*Prompt:* Reproduce every record precisely, leaving no line out.
- Opening Delimiter -
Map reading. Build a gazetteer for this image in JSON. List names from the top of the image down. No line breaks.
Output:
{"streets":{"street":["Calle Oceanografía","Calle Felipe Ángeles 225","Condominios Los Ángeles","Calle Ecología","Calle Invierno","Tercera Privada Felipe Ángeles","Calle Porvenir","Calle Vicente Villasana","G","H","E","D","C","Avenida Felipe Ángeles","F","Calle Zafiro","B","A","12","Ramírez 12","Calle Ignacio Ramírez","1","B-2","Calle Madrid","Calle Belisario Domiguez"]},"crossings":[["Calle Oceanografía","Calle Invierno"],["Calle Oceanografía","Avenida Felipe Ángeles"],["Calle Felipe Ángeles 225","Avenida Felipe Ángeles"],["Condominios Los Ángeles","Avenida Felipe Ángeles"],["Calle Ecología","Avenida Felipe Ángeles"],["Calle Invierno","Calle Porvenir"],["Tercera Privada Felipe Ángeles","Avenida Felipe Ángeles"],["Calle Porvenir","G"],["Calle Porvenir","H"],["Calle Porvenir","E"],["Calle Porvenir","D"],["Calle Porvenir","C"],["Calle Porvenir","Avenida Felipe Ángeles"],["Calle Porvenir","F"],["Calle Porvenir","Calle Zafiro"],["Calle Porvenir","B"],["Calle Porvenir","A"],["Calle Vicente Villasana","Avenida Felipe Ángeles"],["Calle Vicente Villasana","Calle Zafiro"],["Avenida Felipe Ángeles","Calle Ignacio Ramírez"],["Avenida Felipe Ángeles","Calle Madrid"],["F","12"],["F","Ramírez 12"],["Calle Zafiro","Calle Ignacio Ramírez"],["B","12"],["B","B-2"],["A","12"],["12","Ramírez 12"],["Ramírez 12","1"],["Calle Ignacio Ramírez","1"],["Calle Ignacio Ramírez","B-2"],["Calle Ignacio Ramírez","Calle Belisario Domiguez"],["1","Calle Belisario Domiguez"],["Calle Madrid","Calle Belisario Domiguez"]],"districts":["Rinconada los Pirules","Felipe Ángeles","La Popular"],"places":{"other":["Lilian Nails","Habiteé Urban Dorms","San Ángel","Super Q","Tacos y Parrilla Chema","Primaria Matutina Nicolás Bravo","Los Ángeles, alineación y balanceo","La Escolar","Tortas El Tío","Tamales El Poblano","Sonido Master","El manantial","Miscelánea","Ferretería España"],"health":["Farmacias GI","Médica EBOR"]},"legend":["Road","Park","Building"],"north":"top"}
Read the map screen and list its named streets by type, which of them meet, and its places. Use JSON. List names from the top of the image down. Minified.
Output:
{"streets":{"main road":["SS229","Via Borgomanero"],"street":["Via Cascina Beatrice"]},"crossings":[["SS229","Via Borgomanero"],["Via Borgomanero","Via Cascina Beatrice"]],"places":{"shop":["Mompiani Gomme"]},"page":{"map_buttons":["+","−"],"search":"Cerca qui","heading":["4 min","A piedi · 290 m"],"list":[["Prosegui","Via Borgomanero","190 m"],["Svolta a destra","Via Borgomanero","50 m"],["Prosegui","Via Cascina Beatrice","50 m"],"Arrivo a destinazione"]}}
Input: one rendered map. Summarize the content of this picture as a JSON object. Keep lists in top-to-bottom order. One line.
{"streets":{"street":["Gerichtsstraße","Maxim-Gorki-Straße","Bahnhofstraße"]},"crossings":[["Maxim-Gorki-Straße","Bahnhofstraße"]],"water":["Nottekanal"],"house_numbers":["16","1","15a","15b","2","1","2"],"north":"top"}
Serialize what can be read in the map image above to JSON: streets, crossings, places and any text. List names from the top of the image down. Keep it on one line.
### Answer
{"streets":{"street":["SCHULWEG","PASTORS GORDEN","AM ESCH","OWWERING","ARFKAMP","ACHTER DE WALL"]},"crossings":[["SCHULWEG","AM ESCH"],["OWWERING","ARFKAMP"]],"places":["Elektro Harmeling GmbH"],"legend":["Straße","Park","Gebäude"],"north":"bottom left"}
- Closing Delimiter -
*Result of the task:*
Map reading. Build a gazetteer for this image in JSON. List names from the top of the image down. No line breaks.
Output:
{"streets":{"street":["Calle Oceanografía","Calle Felipe Ángeles 225","Condominios Los Ángeles","Calle Ecología","Calle Invierno","Tercera Privada Felipe Ángeles","Calle Porvenir","Calle Vicente Villasana","G","H","E","D","C","Avenida Felipe Ángeles","F","Calle Zafiro","B","A","12","Ramírez 12","Calle Ignacio Ramírez","1","B-2","Calle Madrid","Calle Belisario Domiguez"]},"crossings":[["Calle Oceanografía","Calle Invierno"],["Calle Oceanografía","Avenida Felipe Ángeles"],["Calle Felipe Ángeles 225","Avenida Felipe Ángeles"],["Condominios Los Ángeles","Avenida Felipe Ángeles"],["Calle Ecología","Avenida Felipe Ángeles"],["Calle Invierno","Calle Porvenir"],["Tercera Privada Felipe Ángeles","Avenida Felipe Ángeles"],["Calle Porvenir","G"],["Calle Porvenir","H"],["Calle Porvenir","E"],["Calle Porvenir","D"],["Calle Porvenir","C"],["Calle Porvenir","Avenida Felipe Ángeles"],["Calle Porvenir","F"],["Calle Porvenir","Calle Zafiro"],["Calle Porvenir","B"],["Calle Porvenir","A"],["Calle Vicente Villasana","Avenida Felipe Ángeles"],["Calle Vicente Villasana","Calle Zafiro"],["Avenida Felipe Ángeles","Calle Ignacio Ramírez"],["Avenida Felipe Ángeles","Calle Madrid"],["F","12"],["F","Ramírez 12"],["Calle Zafiro","Calle Ignacio Ramírez"],["B","12"],["B","B-2"],["A","12"],["12","Ramírez 12"],["Ramírez 12","1"],["Calle Ignacio Ramírez","1"],["Calle Ignacio Ramírez","B-2"],["Calle Ignacio Ramírez","Calle Belisario Domiguez"],["1","Calle Belisario Domiguez"],["Calle Madrid","Calle Belisario Domiguez"]],"districts":["Rinconada los Pirules","Felipe Ángeles","La Popular"],"places":{"other":["Lilian Nails","Habiteé Urban Dorms","San Ángel","Super Q","Tacos y Parrilla Chema","Primaria Matutina Nicolás Bravo","Los Ángeles, alineación y balanceo","La Escolar","Tortas El Tío","Tamales El Poblano","Sonido Master","El manantial","Miscelánea","Ferretería España"],"health":["Farmacias GI","Médica EBOR"]},"legend":["Road","Park","Building"],"north":"top"}
Read the map screen and list its named streets by type, which of them meet, and its places. Use JSON. List names from the top of the image down. Minified.
Output:
{"streets":{"main road":["SS229","Via Borgomanero"],"street":["Via Cascina Beatrice"]},"crossings":[["SS229","Via Borgomanero"],["Via Borgomanero","Via Cascina Beatrice"]],"places":{"shop":["Mompiani Gomme"]},"page":{"map_buttons":["+","−"],"search":"Cerca qui","heading":["4 min","A piedi · 290 m"],"list":[["Prosegui","Via Borgomanero","190 m"],["Svolta a destra","Via Borgomanero","50 m"],["Prosegui","Via Cascina Beatrice","50 m"],"Arrivo a destinazione"]}}
Input: one rendered map. Summarize the content of this picture as a JSON object. Keep lists in top-to-bottom order. One line.
{"streets":{"street":["Gerichtsstraße","Maxim-Gorki-Straße","Bahnhofstraße"]},"crossings":[["Maxim-Gorki-Straße","Bahnhofstraße"]],"water":["Nottekanal"],"house_numbers":["16","1","15a","15b","2","1","2"],"north":"top"}
Serialize what can be read in the map image above to JSON: streets, crossings, places and any text. List names from the top of the image down. Keep it on one line.
### Answer
{"streets":{"street":["SCHULWEG","PASTORS GORDEN","AM ESCH","OWWERING","ARFKAMP","ACHTER DE WALL"]},"crossings":[["SCHULWEG","AM ESCH"],["OWWERING","ARFKAMP"]],"places":["Elektro Harmeling GmbH"],"legend":["Straße","Park","Gebäude"],"north":"bottom left"}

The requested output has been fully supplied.